- Material for the task -
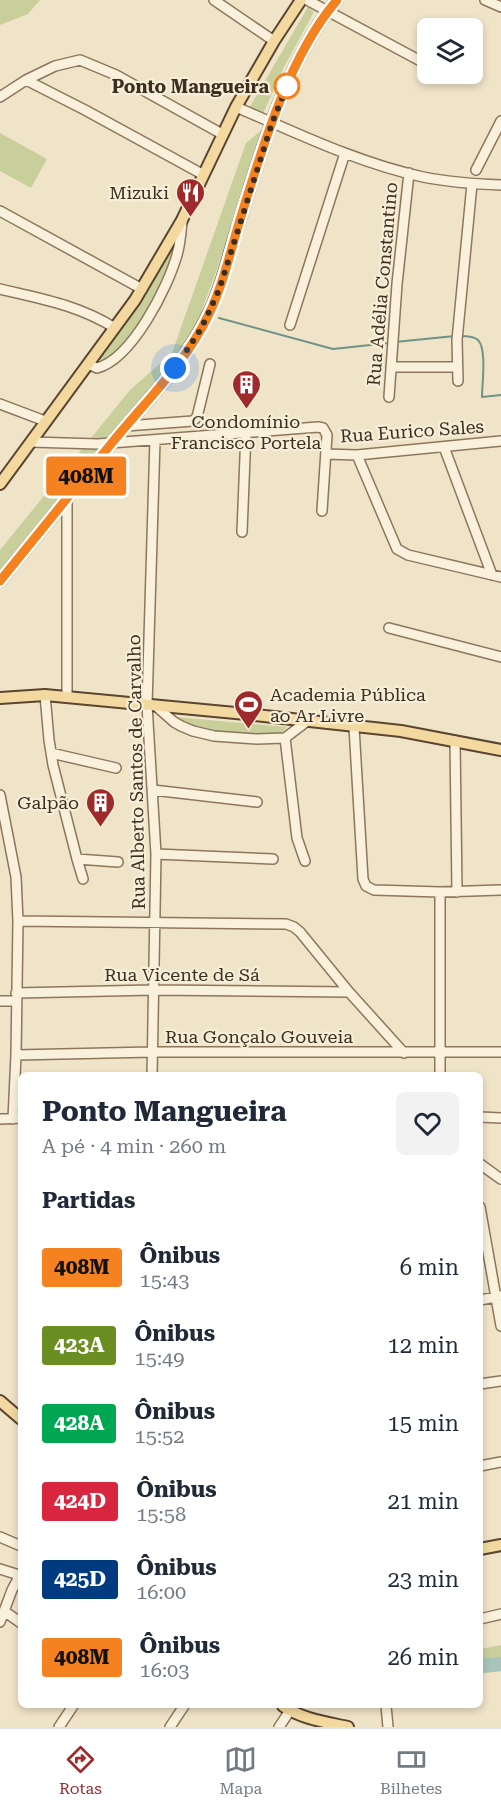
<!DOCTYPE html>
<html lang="pt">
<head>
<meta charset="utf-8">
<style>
  body { margin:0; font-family:"Roboto Serif",serif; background:#f2f2f3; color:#1f2937; height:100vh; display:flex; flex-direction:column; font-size:22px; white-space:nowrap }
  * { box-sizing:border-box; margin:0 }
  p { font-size:20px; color:#747a83 }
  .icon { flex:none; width:33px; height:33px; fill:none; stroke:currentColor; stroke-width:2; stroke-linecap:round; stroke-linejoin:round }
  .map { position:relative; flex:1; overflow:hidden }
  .sheet { position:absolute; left:18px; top:1072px; width:465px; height:636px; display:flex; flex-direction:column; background:#fff; border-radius:9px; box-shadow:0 3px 9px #0003 }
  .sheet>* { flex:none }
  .badge { padding:0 12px; border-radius:4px; font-size:21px; line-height:39px }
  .fabs { position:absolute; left:417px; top:18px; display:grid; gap:12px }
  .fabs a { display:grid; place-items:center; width:66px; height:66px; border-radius:9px; background:#fff; box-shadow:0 3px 9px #0003; font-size:30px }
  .you { position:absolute; width:30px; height:30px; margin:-15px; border:4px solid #fff; border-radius:50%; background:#1a73e8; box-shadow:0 0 0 9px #1a73e833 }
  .map>.badge { position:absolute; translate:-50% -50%; box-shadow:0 0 0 3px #fff }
  h2 { padding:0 24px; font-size:22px; line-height:54px }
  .round { display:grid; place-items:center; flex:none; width:63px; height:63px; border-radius:9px; background:#f2f2f3 }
  .overview { display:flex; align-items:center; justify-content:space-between; height:102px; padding:0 24px }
  h1 { font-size:28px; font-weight:700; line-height:45px }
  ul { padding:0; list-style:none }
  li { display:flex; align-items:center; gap:18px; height:78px; padding:0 24px }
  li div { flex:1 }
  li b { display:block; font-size:22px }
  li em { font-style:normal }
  li .badge { min-width:66px; font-weight:700; text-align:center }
  .tabs { display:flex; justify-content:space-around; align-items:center; height:84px; border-top:2px solid #e0e1e3; background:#fff; font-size:16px; color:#747a83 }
  .tabs a { display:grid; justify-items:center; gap:3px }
  .tabs .current { color:#9e2a2b }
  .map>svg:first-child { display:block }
  .green { fill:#c9cf9b }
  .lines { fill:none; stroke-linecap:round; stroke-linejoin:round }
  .stream { stroke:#6f938a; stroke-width:2 }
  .river { stroke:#a9c4bc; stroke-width:14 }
  .minor-casing { stroke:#8d765c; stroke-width:12 }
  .major-casing { stroke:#5b4430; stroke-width:14 }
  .minor { stroke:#faf1dc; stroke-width:9 }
  .major { stroke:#f3d9a0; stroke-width:10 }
  .line-casing { stroke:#fff; stroke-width:14 }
  .line { stroke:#f58220; stroke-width:9 }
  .walk { stroke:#3d2e20; stroke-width:6; stroke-dasharray:0 10.8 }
  .stop-dot { fill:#fff; stroke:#f58220; stroke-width:3 }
  .labels { text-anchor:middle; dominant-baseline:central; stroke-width:4.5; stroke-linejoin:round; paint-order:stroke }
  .stop-label { font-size:18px; font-weight:bold; fill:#3d2e20; stroke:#f7eed8; text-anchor:end }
  .poi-label { font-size:18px; fill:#3d2e20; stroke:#f7eed8; text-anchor:end }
  .street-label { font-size:18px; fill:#3d2e20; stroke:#f7eed8 }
</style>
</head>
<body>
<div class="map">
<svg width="501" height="1727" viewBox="0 0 501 1727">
  <rect width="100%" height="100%" fill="#f0e4c8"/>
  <path class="green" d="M0 0H40L28 14 0 25Z
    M308 7 314 12 284 67 262 116 248 110Z
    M264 128 232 228 195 329 143 401 0 578V550L130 390 172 353 246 143Z
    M0 133 47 159 31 188 0 171Z
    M176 235C176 241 176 248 174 254 165 290 136 344 102 361L99 359 139 300Z
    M175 717 287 727 278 736C243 734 205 736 175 717Z
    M501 1645V1671L480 1674V1649Z"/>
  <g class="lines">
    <path class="stream" d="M219 318 333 349 389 343
      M460 336C466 336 474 336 478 340 487 349 482 384 482 397L501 395
      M395 342 455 336"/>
    <path class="river" d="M480 1666 501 1664"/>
    <defs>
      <path id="minor" d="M214 0 274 41
        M307 0 428 65
        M485 0 501 7
        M456 28 459 24
        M26 80 85 110 202 174
        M0 97 26 80 55 66 80 60 116 75 222 134
        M236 107C297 133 358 163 423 177 448 182 475 184 501 185
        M476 170 501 121
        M0 211 142 289
        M0 289C42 299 78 305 115 328
        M290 325 345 153
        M88 364 97 368C132 359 168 287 177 255 180 245 181 233 182 222
        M391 367H457
        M458 381 457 340 472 184
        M389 397 397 284 409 173
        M0 404 45 421
        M126 426 193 421 197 417 210 364
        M31 442 98 444 318 427 323 428 327 435 322 511
        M444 447 492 575
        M326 454 357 455 501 441
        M357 455 397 549 408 555 501 577
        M67 499V697
        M242 532 246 432
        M389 628 501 657
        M45 695 49 740 53 765 77 859 118 862
        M157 707 174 722 181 726 193 731 214 736 257 739 285 738 306 722
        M354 727 363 879 366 886 374 890 440 892 501 890
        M285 738 297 838 305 861
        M455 741 457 892
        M51 753 116 768
        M153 790 257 802
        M0 795 16 877 18 921 16 1055 13 1119
        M156 854 273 859
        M77 859 83 879
        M440 892V1076
        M18 921 286 924 294 927 300 932 349 992 404 1053
        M16 993 153 990 349 992
        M0 1001H16
        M16 1055 152 1052H501
        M152 1076 156 854 147 705 155 440
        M480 1117 501 1118
        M0 1119 21 1118
        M480 1164 501 1179
        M480 1207 501 1326
        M480 1300 501 1296
        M480 1384 501 1381
        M480 1466 501 1462
        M0 1537 21 1546
        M0 1569 19 1575
        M4 1611 21 1623
        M480 1619 501 1614
        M0 1622 12 1590 21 1573
        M386 1706 388 1727
        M59 1727 73 1706
        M170 1727 184 1706
        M279 1727 293 1706"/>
      <path id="major" d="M0 484 135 300 182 220 236 107 274 41 301 0
        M0 581C37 535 74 489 111 444 145 402 186 363 209 313 223 285 229 253 239 223 261 151 288 57 337 0
        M0 698 45 695 246 714 401 731 501 750
        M0 1401 21 1419
        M480 1549 501 1545
        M283 1706C302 1719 325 1722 348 1727"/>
    </defs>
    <use href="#minor" class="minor-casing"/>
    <use href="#major" class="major-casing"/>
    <use href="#minor" class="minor"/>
    <use href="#major" class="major"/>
  </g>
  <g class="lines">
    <defs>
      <path id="line" d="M0 581C37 535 74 489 111 444 145 402 186 363 209 314 223 285 230 253 239 223 261 152 288 57 337 0"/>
    </defs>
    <use href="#line" class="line-casing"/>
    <use href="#line" class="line"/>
    <path class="walk" d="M175 368 201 329 219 290 272 123 287 86"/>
  </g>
  <defs>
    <symbol id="restaurant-pin" viewBox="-11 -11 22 30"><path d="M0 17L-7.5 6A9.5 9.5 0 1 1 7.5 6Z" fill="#9e2a2b" stroke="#f7eed8"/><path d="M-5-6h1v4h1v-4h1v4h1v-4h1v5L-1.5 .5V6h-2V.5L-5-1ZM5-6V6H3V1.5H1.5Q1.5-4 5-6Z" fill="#fff"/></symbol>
    <symbol id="building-pin" viewBox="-11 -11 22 30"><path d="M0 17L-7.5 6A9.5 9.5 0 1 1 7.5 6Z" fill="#9e2a2b" stroke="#f7eed8"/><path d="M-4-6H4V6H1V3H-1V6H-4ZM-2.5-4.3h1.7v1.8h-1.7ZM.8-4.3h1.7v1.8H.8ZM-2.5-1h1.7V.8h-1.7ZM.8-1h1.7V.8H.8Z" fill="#fff"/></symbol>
    <symbol id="stadium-pin" viewBox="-11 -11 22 30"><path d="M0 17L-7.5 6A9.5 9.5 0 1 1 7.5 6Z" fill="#9e2a2b" stroke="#f7eed8"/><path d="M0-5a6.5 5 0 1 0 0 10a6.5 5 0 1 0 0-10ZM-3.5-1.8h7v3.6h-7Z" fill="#fff"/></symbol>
  </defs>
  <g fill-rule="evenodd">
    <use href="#restaurant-pin" x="174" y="176" width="33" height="45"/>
    <use href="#building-pin" x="230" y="368" width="33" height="45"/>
    <use href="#stadium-pin" x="232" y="688" width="33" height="45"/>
    <use href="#building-pin" x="84" y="786" width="33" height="45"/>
  </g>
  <circle class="stop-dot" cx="287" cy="86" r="12"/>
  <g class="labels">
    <g class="stop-label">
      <text x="269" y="86">Ponto Mangueira</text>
    </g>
    <g class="poi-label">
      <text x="169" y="192">Mizuki</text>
      <text x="246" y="421" text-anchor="middle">Condomínio<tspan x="246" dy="21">Francisco Portela</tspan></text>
      <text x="270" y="694" text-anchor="start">Academia Pública<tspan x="270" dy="21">ao Ar Livre</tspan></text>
      <text x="79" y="802">Galpão</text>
    </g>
    <g class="street-label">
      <text transform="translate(382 284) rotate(-85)">Rua Adélia Constantino</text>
      <text transform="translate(412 431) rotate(-4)">Rua Eurico Sales</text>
      <text transform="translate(136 772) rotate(-91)">Rua Alberto Santos de Carvalho</text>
      <text x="182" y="974">Rua Vicente de Sá</text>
      <text x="259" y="1036">Rua Gonçalo Gouveia</text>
    </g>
  </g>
</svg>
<div class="fabs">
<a><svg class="icon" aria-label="layers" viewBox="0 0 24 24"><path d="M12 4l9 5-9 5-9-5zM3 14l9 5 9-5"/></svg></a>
</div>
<div class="you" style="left:175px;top:368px"></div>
<b class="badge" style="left:86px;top:476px;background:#f58220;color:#111">408M</b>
<section class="sheet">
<div class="overview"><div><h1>Ponto Mangueira</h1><p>A pé · 4 min · 260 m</p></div><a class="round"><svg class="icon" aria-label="heart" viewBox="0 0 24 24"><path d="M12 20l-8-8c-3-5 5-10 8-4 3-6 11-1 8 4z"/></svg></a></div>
<h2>Partidas</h2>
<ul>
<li><span class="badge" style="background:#f58220;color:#111">408M</span><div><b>Ônibus</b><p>15:43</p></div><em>6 min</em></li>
<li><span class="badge" style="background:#6b8e23;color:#fff">423A</span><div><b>Ônibus</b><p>15:49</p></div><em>12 min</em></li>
<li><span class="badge" style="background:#00a651;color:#fff">428A</span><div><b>Ônibus</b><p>15:52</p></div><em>15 min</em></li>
<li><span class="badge" style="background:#d7263d;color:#fff">424D</span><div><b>Ônibus</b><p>15:58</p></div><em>21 min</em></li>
<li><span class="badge" style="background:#003b80;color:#fff">425D</span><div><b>Ônibus</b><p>16:00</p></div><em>23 min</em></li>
<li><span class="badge" style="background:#f58220;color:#111">408M</span><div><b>Ônibus</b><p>16:03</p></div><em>26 min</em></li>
</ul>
</section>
</div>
<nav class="tabs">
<a class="current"><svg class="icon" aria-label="directions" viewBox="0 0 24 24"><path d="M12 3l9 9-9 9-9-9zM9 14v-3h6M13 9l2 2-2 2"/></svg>Rotas</a>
<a><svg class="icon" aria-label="map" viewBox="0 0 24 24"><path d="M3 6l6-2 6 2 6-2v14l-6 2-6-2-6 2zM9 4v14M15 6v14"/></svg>Mapa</a>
<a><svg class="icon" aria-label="tickets" viewBox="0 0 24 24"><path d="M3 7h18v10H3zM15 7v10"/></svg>Bilhetes</a>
</nav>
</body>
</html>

- Exercise instructions -
Which lines of the records above hold the word "fabs"? Copy each of them.

- Written solution -
  .fabs { position:absolute; left:417px; top:18px; display:grid; gap:12px }
  .fabs a { display:grid; place-items:center; width:66px; height:66px; border-radius:9px; background:#fff; box-shadow:0 3px 9px #0003; font-size:30px }
<div class="fabs">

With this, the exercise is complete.